Firefighters are reporting a significant spike in fires from Christmas trees toward the end of January.
So, they recommend disposing of trees sooner rather than later.
“A lot of people don't realize that house fires with Christmas trees happen after the holidays. A lot of people in the fire department don’t even realize it,” said Jason Evans, Public Information Officer with Dallas Fire-Rescue.
NBC 5 met a father who is not taking any chances. He took his tree down days ago, saying the longer it's in the house, the more he had to be on guard.
“Maybe something's going to happen to the connection. You gotta take it down and be safe," said Mike Al Ashoor.
Chances are the tree in your home was first cut down in October and sat drying out on trucks, tree lots and then in your living room.
With the temperature dropping outside, we blast the heat, which makes matters worse.
Weeks ago, the Fort Worth Fire Department demonstrated how a fresh cut tree with water in its leaves doesn't burn.

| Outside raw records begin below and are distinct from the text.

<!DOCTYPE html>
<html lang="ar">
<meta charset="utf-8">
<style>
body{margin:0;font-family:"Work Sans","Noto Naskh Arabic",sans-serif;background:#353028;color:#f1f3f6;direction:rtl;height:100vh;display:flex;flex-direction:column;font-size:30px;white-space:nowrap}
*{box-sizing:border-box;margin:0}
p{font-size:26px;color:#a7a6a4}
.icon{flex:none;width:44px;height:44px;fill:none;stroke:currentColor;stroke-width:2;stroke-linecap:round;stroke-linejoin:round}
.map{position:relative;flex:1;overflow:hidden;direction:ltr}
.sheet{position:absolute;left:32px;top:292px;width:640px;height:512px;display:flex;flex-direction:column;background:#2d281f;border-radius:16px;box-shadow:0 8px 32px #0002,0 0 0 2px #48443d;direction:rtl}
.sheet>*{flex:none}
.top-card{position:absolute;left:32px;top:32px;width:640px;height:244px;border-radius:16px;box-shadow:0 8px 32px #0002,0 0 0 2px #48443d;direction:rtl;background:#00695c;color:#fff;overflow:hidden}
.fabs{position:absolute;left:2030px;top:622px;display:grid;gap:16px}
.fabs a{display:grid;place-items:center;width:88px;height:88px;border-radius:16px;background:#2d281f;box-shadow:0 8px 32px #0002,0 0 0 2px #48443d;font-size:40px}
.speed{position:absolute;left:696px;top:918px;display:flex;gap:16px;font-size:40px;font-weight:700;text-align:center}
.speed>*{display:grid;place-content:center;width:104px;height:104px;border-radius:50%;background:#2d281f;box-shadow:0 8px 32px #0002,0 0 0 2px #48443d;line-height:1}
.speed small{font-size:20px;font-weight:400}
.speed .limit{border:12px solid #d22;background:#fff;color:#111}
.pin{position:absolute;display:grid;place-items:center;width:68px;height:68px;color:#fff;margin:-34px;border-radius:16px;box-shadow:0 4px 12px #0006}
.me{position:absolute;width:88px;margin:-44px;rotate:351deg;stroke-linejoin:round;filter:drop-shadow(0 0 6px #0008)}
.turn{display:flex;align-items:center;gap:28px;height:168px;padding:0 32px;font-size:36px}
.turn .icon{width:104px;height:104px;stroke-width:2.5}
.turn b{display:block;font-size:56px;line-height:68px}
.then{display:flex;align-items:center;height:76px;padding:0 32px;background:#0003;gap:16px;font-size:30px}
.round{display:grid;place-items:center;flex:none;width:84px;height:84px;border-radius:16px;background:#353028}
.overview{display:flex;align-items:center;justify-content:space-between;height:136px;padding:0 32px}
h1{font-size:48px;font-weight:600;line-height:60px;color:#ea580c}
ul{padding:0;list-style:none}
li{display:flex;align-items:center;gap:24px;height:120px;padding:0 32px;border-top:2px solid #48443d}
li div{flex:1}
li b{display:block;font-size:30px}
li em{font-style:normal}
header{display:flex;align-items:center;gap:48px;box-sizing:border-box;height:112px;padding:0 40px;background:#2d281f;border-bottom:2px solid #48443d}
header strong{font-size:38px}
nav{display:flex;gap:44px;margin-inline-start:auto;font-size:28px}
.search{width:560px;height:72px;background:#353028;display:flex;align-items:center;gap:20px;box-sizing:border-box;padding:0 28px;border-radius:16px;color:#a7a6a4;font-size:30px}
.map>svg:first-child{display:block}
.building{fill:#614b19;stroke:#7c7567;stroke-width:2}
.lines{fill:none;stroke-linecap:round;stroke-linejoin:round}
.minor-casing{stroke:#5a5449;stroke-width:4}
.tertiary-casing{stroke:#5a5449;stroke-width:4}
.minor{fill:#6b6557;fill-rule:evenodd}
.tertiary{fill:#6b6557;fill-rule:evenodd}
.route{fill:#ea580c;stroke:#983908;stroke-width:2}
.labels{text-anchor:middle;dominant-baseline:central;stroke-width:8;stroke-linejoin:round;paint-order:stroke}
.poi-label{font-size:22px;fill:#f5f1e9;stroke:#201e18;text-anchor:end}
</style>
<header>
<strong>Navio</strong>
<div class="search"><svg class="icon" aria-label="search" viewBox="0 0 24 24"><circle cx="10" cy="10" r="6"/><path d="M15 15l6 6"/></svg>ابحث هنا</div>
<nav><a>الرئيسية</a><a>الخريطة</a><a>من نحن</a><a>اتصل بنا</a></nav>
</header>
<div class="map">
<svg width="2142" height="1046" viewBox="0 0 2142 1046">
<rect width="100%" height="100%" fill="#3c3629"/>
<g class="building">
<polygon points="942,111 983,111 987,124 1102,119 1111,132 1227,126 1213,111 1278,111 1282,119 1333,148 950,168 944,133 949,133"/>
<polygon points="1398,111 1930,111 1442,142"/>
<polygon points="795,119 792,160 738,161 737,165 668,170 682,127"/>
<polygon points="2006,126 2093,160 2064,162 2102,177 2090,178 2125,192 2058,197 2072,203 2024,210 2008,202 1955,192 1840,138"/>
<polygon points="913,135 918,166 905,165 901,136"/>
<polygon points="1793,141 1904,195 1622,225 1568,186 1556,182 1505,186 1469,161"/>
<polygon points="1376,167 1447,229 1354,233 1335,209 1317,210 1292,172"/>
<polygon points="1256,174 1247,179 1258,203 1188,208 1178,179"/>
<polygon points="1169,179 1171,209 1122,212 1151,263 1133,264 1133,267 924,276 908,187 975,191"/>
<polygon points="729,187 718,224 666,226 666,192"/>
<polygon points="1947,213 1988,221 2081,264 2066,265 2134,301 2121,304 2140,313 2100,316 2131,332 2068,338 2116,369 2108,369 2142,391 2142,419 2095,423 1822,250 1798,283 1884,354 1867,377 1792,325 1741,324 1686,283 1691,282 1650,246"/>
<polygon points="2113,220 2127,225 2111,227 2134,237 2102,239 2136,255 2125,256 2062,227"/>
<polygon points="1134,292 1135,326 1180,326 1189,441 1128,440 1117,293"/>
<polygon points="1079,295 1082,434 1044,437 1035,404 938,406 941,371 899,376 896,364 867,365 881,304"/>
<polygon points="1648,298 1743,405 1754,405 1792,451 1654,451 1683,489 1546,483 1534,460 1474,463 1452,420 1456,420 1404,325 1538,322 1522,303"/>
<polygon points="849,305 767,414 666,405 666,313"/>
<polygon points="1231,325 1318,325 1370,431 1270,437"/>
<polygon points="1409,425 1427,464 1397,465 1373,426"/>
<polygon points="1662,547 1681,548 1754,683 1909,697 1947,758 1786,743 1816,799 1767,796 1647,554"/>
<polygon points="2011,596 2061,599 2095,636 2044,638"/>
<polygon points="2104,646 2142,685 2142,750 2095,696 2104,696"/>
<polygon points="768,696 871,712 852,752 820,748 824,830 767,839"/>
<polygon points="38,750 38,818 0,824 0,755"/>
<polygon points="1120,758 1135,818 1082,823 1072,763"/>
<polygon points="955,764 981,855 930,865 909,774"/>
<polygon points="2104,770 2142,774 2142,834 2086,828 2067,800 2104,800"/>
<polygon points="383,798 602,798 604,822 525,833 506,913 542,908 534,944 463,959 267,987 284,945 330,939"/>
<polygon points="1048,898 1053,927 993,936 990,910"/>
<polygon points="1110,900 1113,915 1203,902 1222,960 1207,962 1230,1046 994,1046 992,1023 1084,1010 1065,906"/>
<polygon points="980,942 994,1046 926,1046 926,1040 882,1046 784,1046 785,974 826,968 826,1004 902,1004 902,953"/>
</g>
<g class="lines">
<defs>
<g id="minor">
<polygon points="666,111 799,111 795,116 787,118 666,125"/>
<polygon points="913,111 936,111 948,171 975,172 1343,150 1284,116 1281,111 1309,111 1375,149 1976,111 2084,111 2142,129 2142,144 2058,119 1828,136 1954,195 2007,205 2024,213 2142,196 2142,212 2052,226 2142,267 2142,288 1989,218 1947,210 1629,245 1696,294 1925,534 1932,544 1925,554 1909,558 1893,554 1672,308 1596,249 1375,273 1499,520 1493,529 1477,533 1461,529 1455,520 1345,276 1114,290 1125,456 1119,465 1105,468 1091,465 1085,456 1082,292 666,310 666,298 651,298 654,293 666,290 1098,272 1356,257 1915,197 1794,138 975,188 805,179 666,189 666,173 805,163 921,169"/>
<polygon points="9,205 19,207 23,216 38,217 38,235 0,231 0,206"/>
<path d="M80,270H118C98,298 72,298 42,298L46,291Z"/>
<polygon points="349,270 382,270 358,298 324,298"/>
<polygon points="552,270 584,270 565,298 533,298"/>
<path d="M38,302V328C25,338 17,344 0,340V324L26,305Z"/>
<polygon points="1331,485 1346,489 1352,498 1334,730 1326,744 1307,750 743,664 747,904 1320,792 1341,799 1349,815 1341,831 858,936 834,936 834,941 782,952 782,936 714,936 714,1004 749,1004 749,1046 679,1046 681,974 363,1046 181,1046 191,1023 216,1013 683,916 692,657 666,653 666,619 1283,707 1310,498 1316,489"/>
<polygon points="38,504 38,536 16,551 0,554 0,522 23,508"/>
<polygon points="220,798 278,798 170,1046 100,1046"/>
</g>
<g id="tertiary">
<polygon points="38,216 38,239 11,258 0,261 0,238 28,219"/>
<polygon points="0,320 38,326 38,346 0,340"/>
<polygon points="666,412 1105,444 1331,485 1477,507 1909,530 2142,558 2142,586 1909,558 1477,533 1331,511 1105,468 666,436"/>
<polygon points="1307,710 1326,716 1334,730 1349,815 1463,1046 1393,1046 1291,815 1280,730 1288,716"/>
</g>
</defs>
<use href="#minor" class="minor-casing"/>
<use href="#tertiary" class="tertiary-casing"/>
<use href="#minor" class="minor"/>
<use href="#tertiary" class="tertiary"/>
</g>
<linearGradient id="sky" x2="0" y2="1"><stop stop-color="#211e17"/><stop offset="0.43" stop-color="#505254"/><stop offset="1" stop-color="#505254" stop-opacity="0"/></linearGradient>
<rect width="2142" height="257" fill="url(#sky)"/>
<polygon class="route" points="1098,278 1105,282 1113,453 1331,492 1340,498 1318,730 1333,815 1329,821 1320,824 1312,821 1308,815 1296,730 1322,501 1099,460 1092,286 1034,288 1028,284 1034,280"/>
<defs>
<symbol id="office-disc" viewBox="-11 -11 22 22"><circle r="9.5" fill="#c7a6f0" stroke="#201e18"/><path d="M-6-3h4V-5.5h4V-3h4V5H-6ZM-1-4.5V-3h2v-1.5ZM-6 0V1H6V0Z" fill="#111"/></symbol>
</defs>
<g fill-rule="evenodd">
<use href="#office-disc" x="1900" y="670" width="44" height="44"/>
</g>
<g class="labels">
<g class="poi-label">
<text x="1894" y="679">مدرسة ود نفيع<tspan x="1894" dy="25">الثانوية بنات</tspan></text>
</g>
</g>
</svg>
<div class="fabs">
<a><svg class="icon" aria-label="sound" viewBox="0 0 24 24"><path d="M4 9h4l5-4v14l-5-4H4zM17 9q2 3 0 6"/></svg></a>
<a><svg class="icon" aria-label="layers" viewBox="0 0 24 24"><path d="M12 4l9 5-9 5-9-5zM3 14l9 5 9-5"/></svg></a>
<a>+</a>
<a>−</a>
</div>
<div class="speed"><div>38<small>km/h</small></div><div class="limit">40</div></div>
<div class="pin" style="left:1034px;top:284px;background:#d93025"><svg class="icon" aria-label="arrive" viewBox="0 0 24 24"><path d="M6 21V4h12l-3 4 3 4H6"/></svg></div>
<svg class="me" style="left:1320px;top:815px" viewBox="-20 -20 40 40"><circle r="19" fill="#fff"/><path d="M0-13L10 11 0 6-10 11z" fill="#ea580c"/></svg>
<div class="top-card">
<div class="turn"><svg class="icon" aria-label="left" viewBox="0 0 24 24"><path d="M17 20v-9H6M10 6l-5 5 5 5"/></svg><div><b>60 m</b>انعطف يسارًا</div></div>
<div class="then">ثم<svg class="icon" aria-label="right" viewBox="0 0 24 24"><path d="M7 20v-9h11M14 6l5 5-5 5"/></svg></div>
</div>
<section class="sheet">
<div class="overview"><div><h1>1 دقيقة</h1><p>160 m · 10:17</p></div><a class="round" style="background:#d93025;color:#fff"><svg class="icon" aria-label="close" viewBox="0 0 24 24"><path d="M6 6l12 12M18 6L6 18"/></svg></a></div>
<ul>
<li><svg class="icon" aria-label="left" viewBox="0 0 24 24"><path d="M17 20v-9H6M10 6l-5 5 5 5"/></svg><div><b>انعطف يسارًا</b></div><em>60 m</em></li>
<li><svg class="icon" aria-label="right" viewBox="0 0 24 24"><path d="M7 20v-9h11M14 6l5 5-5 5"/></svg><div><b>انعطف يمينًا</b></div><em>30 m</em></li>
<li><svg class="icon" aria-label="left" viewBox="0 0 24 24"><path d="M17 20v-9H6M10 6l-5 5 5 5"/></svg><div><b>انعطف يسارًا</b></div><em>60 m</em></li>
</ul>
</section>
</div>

They also showed how one that's dried out goes up in flames quickly.
The dry trees are a big reason why fires spike significantly at the end of January. More than a third of Christmas tree fires happen then, according to Evans.
Evans said even those who are good about the watering in December start to slack off now.
“During the holiday people are aware of the need to hydrate the tree, they want to look good for pictures and whatnot. But after Christmas passes, people forget they still need to get that tree hydrated,” he said.